Hijacking Semantics for Search Engine Optimization
May 26, 2015
I am just too old and cranky to get with the search engine optimization program. If a person cannot find your content, too bad. SEO has caused some of the erosion of relevance across public Web search engines.
The reason is that pages with lousy content are marketed as having other, more valuable content. The result is queries like this:
I want information about methods of digital reasoning. What I get is a company profile.
How do I get information for my specific requirement? I have to know how to work around the problems SEO puts in my face every day, over and over again.
This query works on Bing, Google, and Yandex: artificial intelligence decision procedures.
The results do not point to a small company in Tennessee, but to substantive documents from which other, pointed queries can be launched for individuals, industry associations, and methods.
When I read “Semantic Search Strategies That Work,” I became agitated. The notion of “forgetting about content” and “focusing on quality” miss the mark. Telling me to “spend time on engagement” are a collection of unrelated assertions.
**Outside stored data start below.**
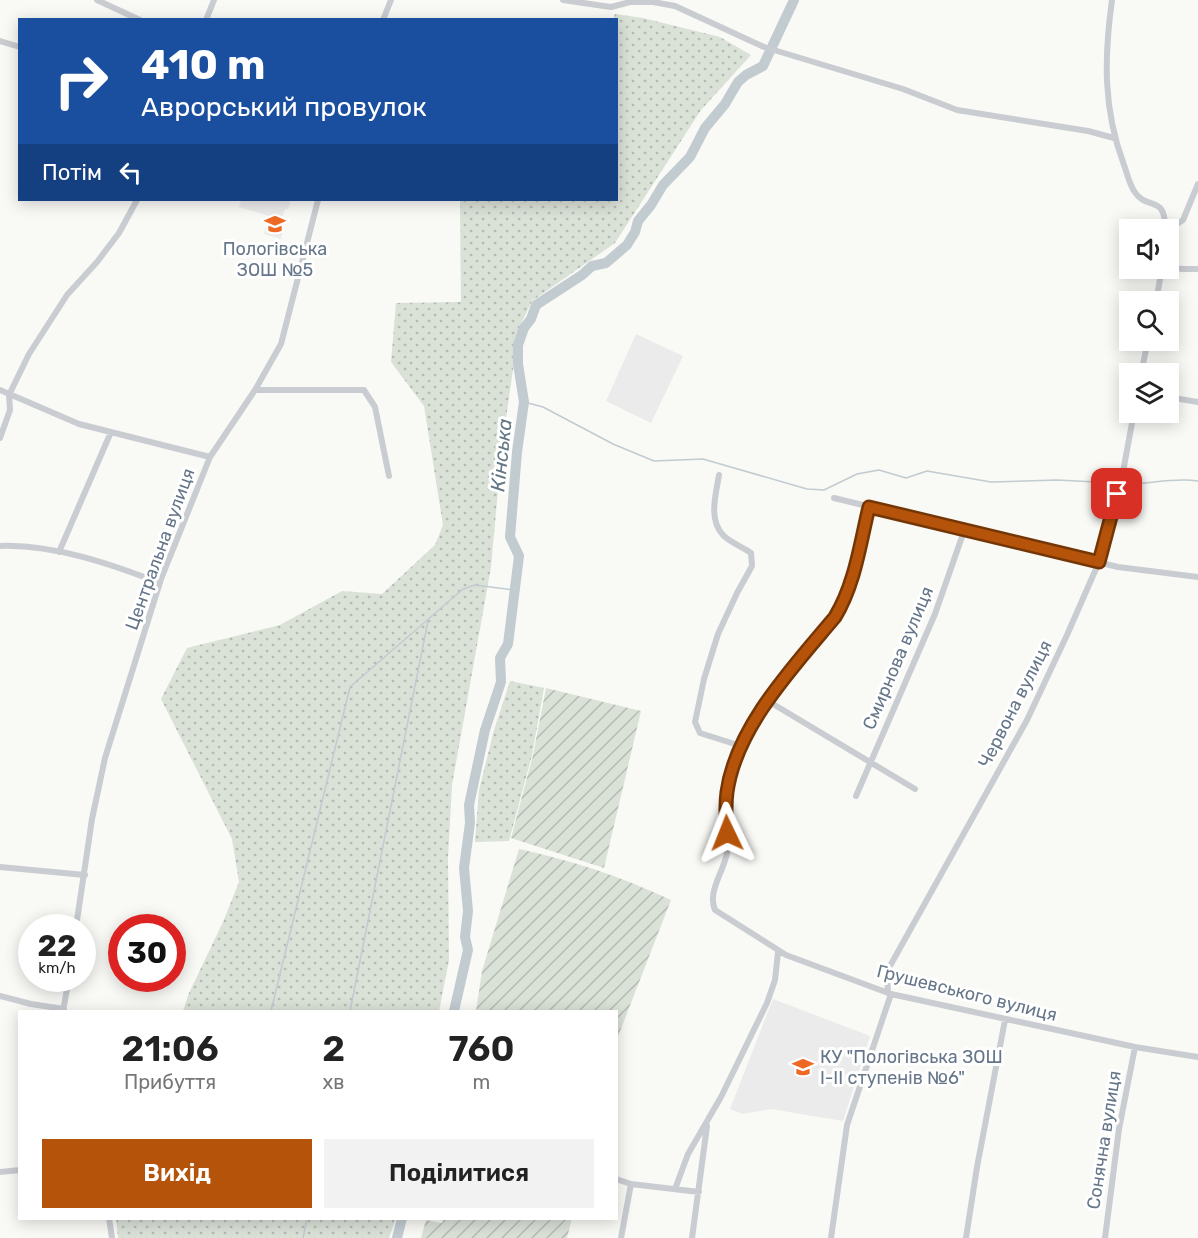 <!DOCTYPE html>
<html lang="uk">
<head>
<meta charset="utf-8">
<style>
	body { margin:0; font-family:Rubik,sans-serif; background:#f2f2f2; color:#222; height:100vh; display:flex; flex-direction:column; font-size:22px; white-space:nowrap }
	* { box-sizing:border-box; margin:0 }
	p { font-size:20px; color:#767676 }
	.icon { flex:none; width:33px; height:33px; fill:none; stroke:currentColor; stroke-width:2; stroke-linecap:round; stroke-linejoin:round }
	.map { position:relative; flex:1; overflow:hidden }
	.sheet { position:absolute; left:18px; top:1010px; width:600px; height:210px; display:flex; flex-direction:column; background:#fff; border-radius:0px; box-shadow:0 3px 15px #0003 }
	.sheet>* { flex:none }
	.banner { position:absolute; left:18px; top:18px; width:600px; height:183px; border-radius:0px; box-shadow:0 3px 15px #0003; background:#1a4fa0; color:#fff; overflow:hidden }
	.tools { position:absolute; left:1119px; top:219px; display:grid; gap:12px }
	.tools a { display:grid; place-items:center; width:60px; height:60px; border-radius:0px; background:#fff; box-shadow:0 3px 15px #0003; font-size:30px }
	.speed { position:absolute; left:18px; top:914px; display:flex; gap:12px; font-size:30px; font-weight:700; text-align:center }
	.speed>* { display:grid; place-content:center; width:78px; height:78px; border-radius:50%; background:#fff; box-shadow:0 3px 15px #0003; line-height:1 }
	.speed small { font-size:15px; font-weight:400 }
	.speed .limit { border:9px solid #d22; background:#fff; color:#111 }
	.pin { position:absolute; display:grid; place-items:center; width:51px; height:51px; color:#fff; margin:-26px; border-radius:12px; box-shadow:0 3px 9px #0006 }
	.me { position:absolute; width:66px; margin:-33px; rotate:358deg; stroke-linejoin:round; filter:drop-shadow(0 0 4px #0008) }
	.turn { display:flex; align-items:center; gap:21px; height:126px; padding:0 24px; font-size:27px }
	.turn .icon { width:78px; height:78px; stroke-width:2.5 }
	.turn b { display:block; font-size:42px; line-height:51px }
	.then { display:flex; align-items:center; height:57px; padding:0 24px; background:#0003; gap:12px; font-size:22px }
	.eta { display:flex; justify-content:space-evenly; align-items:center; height:102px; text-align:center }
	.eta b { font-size:36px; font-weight:600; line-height:42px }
	.button { display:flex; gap:12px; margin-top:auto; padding:12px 24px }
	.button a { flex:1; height:69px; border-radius:0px; background:#b45309; color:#fff; font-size:24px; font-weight:600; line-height:69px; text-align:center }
	.button a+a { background:#f2f2f2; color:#222 }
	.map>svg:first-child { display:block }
	.built { fill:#eaebea }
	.grass { fill:url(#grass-dots) }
	.garden { fill:url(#garden-furrows) }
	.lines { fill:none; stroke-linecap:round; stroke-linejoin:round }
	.stream { stroke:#c1cbd0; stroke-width:1.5 }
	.river { stroke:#c1cbd0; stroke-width:10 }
	.minor { stroke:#c9ccd0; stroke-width:6 }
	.route-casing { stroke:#753606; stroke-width:15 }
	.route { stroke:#b45309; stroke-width:10 }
	.labels { text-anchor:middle; stroke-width:6; stroke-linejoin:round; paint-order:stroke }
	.poi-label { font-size:18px; fill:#667689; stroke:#fff }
	.street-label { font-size:18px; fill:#667689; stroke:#fff }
	.water-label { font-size:20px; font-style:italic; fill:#637784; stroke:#fff }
</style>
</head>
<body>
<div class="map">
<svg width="1198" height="1238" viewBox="0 0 1198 1238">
	<defs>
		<pattern id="grass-dots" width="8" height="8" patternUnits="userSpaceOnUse" patternTransform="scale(1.5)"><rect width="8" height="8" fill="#dae1d7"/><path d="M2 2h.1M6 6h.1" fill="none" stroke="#b5bbb4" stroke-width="1.8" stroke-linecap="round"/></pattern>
		<pattern id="garden-furrows" width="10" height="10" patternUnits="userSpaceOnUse" patternTransform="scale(1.5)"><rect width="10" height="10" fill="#dae1d7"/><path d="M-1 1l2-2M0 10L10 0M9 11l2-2" fill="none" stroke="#b5bbb4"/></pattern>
	</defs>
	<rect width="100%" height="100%" fill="#f9f9f6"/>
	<path class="built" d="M241,200H291L288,209H285L282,218L285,219L281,239L264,234L269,216L239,207Z
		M636,334L683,356L651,423L606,401Z
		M773,999L870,1036L843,1121L771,1109L742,1114L730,1109Z"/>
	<path class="grass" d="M615,14L643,18L720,37L751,55L701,110L615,243L532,301L519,328L502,446L491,567L452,785L448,858L449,960L439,1011H183L189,993L223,922L239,882L232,839L161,699L187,648L280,625L342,591L382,594L435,545L443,525L424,406L391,362L396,303L461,302L460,201L432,200H616V20L613,19Z
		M510,681L544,688L532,755L509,841L475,842L479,790L494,730Z
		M116,1218H396L389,1238H118Z"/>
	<path class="garden" d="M546,688L641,711L604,868L511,838L533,755Z
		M519,849C571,860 623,877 671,900L617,1039L616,1011H476L482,971Z
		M444,1218H572L567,1238H421L426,1220L442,1223Z"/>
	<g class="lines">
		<path class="stream" d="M524,402L543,407L613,444L654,461L703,459L807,489L824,490L857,474L879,470L906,478L927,471L991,482L1057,480L1116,483
			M1121,484C1147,485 1173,477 1198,481
			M271,1011L350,687L463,589L475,585L514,590
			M350,1011L428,621
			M303,1238L307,1218"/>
		<path class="river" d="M454,1011L468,950L465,937L468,911L464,868L470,823L469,805L485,730L501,682L500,658L508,644L519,556L510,537L517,452L524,402L518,364V345L524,328L531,319L536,305L582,275L592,266L606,263L627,245L635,232L638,221L651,205L663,185L690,157L705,128L725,104L738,82L746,75L763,66L794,0
			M397,1238L402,1218"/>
		<path class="minor" d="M97,0L140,20
			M563,0L611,7L630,2H653L675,6L764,47L903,89L957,110L1088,131L1114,138
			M1112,0C1104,58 1103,109 1124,165C1127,173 1129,183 1134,191C1147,212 1166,193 1165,230
			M206,20L214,0
			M383,20L391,0
			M0,41L20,47
			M1168,230L1183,220L1198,184
			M1168,267L1182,269H1198
			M1156,302L1162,268
			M1141,374L1148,340
			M0,390L79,424L210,457
			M255,390H364L375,407L389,476
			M1168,397L1198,402
			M0,438L10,410L9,395L29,354L67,295L97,262L119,233L137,200
			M719,475C716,494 708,519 723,535C729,542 743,547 751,553L752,566L737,593L718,634L704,679L695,722L700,733L741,746
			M834,498L1118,567L1198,577
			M869,507C860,544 855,584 835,617C793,667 739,722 727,789C724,810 729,832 727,853C724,871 707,892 715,910L786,955L891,994L1135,1047L1198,1057
			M0,546C53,544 111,564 160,583
			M59,552L111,432
			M768,701L915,789
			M856,796L935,614L964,531
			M0,867L85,875
			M76,927L92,819L105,758L161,579L210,457L255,390L281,344L318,200
			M888,993L887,976L890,966L1027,720L1067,635L1099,562L1123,472L1134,412
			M0,996L31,1004L64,1009
			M63,1011L69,978
			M0,1172L20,1170
			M616,1179L631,1184L699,1192
			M675,1189L688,1154L721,1097L767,1003L775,980L778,952
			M109,1218L112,1238
			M621,1238L631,1184
			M692,1238L707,1126
			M831,1238L847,1125L891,994
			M966,1238L977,1167L1005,1020
			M1105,1238L1119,1129L1135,1047"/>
	</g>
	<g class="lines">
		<defs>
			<path id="route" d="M727,833C726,820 725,806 727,792C736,727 794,666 835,617C855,584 860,544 869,507L1099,562L1117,494"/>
		</defs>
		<use href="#route" class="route-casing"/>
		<use href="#route" class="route"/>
	</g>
	<defs>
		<symbol id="school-bare" viewBox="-9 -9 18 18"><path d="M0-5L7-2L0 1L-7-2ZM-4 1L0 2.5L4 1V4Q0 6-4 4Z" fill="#ed6923" stroke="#fff" stroke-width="2.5" paint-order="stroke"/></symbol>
	</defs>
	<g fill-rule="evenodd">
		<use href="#school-bare" x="260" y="209" width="30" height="30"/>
		<use href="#school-bare" x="788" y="1052" width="30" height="30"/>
	</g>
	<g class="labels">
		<g class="poi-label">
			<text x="275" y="255">Пологівська<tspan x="275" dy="21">ЗОШ №5</tspan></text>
			<text x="820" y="1063" text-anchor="start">КУ "Пологівська ЗОШ<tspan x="820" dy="21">І-ІІ ступенів №6"</tspan></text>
		</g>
		<g class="street-label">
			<text transform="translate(160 549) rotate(-70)" y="6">Центральна вулиця</text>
			<text transform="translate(898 658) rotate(-67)" y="6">Смирнова вулиця</text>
			<text transform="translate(1015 704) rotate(-63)" y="6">Червона вулиця</text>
			<text transform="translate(967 993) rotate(14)" y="6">Грушевського вулиця</text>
			<text transform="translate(1104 1140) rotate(-81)" y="6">Сонячна вулиця</text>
		</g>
		<g class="water-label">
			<text transform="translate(501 455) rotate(-84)" y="7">Кінська</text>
		</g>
	</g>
</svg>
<div class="tools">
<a><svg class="icon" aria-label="sound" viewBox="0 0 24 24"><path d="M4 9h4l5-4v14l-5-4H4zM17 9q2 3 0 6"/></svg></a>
<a><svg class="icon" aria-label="search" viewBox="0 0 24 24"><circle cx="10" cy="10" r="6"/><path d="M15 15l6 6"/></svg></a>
<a><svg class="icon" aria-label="layers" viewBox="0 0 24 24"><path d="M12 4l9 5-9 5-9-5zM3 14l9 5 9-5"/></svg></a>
</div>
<div class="speed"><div>22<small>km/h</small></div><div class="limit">30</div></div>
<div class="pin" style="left:1117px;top:494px;background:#d93025"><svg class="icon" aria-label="arrive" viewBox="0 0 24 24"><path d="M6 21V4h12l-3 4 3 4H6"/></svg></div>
<svg class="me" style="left:727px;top:833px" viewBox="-20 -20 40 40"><path d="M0-17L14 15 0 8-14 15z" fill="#b45309" stroke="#fff" stroke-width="4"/></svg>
<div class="banner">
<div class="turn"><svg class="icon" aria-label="right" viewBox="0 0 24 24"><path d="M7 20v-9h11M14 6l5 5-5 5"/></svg><div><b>410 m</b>Аврорський провулок</div></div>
<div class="then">Потім<svg class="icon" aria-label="left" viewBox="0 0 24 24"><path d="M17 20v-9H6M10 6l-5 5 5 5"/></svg></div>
</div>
<section class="sheet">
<div class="eta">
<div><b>21:06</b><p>Прибуття</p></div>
<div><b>2</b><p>хв</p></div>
<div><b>760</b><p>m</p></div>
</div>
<div class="button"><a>Вихід</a><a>Поділитися</a></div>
</section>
</div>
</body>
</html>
The goal of semantics for SEO is to generate traffic. The search systems suck in shaped content and persist in directing people to topics that may have little or nothing to do with the information a person needs to solve his or her problem.
In short, the bastardization of semantics in the name of SEO is ensuring that some users will define the world from the point of view of marketing, not objective information.
What’s the fix?
Here’s the shocker: There is no fix. As individuals abrogate their responsibility to demand high value, on point results, schlock becomes the order of the day.
So much for clear thinking. Semantic strategies that erode relevance do not “work” from my point of view. This type of semantics thickens the cloud of unknowning.